What you should do: Print this span of the material below exactly: the line with "Summarize the content", the line with "Instruction: Build a", and every line between them, but nothing else.

-- Data records follows --

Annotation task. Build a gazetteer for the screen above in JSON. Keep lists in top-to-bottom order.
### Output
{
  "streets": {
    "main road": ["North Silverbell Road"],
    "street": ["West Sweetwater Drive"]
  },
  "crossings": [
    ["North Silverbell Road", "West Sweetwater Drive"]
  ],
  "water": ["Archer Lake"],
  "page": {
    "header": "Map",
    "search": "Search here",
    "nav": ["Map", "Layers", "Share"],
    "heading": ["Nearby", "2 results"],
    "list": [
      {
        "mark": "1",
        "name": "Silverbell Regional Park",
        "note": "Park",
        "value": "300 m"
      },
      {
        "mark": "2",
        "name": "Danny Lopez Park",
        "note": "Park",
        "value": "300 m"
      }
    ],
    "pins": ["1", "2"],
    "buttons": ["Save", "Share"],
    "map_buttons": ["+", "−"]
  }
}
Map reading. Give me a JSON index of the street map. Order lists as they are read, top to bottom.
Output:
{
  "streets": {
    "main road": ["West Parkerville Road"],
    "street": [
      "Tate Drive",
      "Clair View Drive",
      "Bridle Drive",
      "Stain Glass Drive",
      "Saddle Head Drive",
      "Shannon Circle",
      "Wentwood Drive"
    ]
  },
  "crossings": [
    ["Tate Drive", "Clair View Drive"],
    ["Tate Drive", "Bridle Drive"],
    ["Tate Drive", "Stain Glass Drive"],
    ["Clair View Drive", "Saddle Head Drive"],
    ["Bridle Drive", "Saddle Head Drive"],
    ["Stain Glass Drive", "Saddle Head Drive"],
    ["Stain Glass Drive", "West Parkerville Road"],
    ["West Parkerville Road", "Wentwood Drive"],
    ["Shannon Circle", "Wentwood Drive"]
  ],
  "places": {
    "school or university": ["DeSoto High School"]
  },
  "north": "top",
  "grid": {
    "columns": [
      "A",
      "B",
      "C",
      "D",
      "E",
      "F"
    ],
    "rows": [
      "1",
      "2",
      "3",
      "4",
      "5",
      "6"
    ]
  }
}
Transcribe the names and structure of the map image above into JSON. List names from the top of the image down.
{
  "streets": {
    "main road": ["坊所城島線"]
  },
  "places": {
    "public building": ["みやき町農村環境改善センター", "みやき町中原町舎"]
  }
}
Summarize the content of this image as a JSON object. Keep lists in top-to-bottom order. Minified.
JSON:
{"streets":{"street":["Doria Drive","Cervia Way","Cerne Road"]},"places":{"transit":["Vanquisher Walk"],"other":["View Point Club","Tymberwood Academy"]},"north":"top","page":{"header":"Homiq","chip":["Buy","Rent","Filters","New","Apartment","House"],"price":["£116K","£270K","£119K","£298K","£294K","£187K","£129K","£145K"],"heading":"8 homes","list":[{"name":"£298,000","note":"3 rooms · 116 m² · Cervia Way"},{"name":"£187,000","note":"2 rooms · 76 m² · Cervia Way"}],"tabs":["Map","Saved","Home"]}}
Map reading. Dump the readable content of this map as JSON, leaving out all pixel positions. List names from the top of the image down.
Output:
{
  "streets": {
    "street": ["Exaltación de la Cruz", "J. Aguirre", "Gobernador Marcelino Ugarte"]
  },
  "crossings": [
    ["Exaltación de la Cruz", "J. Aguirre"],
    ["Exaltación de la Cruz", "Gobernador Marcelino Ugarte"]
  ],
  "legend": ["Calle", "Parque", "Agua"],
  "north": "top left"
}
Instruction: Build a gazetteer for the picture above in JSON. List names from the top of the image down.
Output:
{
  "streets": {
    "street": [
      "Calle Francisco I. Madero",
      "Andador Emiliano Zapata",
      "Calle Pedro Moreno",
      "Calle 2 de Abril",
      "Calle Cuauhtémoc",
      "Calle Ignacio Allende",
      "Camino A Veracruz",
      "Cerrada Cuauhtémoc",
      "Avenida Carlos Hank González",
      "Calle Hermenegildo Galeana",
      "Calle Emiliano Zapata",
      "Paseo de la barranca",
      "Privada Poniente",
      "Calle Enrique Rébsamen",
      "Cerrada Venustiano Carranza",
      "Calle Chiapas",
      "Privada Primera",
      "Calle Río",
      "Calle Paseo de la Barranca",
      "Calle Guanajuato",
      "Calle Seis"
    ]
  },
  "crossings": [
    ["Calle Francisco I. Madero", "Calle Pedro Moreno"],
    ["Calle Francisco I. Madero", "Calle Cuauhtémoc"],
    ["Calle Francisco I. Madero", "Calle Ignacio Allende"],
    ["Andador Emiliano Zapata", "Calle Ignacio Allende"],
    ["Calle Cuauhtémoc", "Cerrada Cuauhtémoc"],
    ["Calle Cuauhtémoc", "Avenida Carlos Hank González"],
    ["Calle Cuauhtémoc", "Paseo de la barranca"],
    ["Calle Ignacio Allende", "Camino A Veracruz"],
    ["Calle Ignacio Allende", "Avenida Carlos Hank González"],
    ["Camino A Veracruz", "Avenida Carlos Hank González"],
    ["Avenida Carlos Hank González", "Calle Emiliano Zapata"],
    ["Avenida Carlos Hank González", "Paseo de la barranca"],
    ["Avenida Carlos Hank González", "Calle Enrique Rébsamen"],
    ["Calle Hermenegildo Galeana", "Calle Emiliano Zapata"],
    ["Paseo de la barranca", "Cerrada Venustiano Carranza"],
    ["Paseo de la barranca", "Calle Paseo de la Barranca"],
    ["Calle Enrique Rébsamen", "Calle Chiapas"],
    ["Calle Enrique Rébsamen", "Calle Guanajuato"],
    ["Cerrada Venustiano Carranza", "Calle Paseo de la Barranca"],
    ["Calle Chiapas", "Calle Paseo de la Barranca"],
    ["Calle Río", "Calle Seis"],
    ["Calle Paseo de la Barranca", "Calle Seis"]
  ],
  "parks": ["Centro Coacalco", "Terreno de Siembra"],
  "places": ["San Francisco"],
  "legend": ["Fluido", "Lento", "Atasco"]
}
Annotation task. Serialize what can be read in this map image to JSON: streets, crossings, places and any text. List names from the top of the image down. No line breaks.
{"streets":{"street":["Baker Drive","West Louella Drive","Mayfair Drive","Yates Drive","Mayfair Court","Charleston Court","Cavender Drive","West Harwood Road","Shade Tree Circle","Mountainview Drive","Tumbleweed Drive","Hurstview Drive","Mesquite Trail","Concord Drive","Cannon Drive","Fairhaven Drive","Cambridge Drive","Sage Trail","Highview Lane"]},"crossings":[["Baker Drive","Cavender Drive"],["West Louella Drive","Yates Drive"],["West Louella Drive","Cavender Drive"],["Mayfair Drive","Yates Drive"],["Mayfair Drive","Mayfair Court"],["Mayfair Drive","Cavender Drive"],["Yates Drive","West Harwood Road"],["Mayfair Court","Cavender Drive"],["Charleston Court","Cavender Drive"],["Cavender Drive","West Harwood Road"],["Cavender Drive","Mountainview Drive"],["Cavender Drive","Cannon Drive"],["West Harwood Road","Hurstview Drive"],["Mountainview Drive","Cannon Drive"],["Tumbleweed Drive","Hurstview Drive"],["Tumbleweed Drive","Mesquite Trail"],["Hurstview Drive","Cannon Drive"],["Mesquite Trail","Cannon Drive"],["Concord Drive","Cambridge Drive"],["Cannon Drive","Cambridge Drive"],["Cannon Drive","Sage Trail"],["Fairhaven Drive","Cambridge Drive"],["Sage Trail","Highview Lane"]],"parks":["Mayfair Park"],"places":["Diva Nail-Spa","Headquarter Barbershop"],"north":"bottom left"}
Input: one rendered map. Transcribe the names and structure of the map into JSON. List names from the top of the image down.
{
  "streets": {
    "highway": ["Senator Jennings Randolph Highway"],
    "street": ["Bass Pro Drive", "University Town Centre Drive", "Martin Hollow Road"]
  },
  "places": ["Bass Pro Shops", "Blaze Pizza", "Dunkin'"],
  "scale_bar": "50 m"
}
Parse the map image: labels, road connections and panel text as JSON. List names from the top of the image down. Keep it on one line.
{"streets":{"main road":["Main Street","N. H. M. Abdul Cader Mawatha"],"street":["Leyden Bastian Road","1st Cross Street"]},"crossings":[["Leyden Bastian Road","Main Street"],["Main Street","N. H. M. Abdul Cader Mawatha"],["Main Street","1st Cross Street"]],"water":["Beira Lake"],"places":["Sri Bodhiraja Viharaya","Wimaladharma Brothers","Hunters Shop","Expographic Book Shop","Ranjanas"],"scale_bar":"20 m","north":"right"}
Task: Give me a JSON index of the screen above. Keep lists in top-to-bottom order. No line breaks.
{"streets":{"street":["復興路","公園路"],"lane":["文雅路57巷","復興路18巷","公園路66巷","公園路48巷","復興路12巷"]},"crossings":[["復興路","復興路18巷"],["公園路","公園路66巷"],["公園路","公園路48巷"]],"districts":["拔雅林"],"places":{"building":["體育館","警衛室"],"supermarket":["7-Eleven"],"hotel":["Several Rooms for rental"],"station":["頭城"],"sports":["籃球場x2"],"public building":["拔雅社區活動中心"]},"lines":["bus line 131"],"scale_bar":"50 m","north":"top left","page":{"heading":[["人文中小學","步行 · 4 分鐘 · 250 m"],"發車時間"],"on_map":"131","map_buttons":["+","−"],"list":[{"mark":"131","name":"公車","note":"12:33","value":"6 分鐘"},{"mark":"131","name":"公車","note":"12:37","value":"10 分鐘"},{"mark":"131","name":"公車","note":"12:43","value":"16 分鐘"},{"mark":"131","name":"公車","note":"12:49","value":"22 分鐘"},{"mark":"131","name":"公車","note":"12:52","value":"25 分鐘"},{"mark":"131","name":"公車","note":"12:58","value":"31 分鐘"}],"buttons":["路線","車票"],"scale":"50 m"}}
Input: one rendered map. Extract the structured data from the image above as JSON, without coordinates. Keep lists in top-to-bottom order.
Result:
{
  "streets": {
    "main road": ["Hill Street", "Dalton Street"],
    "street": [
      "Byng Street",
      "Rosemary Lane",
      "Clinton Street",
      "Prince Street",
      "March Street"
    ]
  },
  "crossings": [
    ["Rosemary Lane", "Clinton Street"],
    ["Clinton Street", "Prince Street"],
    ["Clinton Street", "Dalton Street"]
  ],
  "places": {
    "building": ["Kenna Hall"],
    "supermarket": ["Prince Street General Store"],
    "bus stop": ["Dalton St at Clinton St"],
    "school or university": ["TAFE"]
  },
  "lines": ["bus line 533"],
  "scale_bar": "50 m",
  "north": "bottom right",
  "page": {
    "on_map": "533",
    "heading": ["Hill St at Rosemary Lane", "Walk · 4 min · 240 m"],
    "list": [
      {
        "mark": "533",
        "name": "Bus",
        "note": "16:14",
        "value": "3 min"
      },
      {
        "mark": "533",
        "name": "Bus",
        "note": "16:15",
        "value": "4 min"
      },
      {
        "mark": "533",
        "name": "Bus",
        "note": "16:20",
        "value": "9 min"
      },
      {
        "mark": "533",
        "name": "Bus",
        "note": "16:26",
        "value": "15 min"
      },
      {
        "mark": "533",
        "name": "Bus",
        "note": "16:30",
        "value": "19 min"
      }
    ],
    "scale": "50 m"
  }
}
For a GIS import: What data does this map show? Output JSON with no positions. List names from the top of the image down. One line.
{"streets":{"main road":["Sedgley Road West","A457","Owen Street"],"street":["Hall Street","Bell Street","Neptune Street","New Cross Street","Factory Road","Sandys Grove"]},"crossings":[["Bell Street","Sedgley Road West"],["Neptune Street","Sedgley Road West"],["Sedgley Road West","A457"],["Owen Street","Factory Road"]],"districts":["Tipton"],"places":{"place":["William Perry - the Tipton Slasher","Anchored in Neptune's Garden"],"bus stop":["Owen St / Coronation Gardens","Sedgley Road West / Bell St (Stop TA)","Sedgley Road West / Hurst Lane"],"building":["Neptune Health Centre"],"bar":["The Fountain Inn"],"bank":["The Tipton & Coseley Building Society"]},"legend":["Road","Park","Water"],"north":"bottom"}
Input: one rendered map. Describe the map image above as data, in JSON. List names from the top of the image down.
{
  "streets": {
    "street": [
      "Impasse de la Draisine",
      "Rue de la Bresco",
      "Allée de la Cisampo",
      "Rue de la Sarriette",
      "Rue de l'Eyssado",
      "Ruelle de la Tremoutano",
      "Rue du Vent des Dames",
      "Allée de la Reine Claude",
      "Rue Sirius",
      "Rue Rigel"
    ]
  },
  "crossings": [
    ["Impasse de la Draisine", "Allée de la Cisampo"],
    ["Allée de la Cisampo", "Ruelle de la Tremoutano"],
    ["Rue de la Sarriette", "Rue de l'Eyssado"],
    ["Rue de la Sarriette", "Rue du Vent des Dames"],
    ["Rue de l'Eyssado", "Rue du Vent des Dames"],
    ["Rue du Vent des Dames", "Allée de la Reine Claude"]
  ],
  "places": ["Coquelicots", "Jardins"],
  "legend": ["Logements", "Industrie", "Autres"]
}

-- Data records concluded --

Solution for this exercise:
Summarize the content of this image as a JSON object. Keep lists in top-to-bottom order. Minified.
JSON:
{"streets":{"street":["Doria Drive","Cervia Way","Cerne Road"]},"places":{"transit":["Vanquisher Walk"],"other":["View Point Club","Tymberwood Academy"]},"north":"top","page":{"header":"Homiq","chip":["Buy","Rent","Filters","New","Apartment","House"],"price":["£116K","£270K","£119K","£298K","£294K","£187K","£129K","£145K"],"heading":"8 homes","list":[{"name":"£298,000","note":"3 rooms · 116 m² · Cervia Way"},{"name":"£187,000","note":"2 rooms · 76 m² · Cervia Way"}],"tabs":["Map","Saved","Home"]}}
Map reading. Dump the readable content of this map as JSON, leaving out all pixel positions. List names from the top of the image down.
Output:
{
  "streets": {
    "street": ["Exaltación de la Cruz", "J. Aguirre", "Gobernador Marcelino Ugarte"]
  },
  "crossings": [
    ["Exaltación de la Cruz", "J. Aguirre"],
    ["Exaltación de la Cruz", "Gobernador Marcelino Ugarte"]
  ],
  "legend": ["Calle", "Parque", "Agua"],
  "north": "top left"
}
Instruction: Build a gazetteer for the picture above in JSON. List names from the top of the image down.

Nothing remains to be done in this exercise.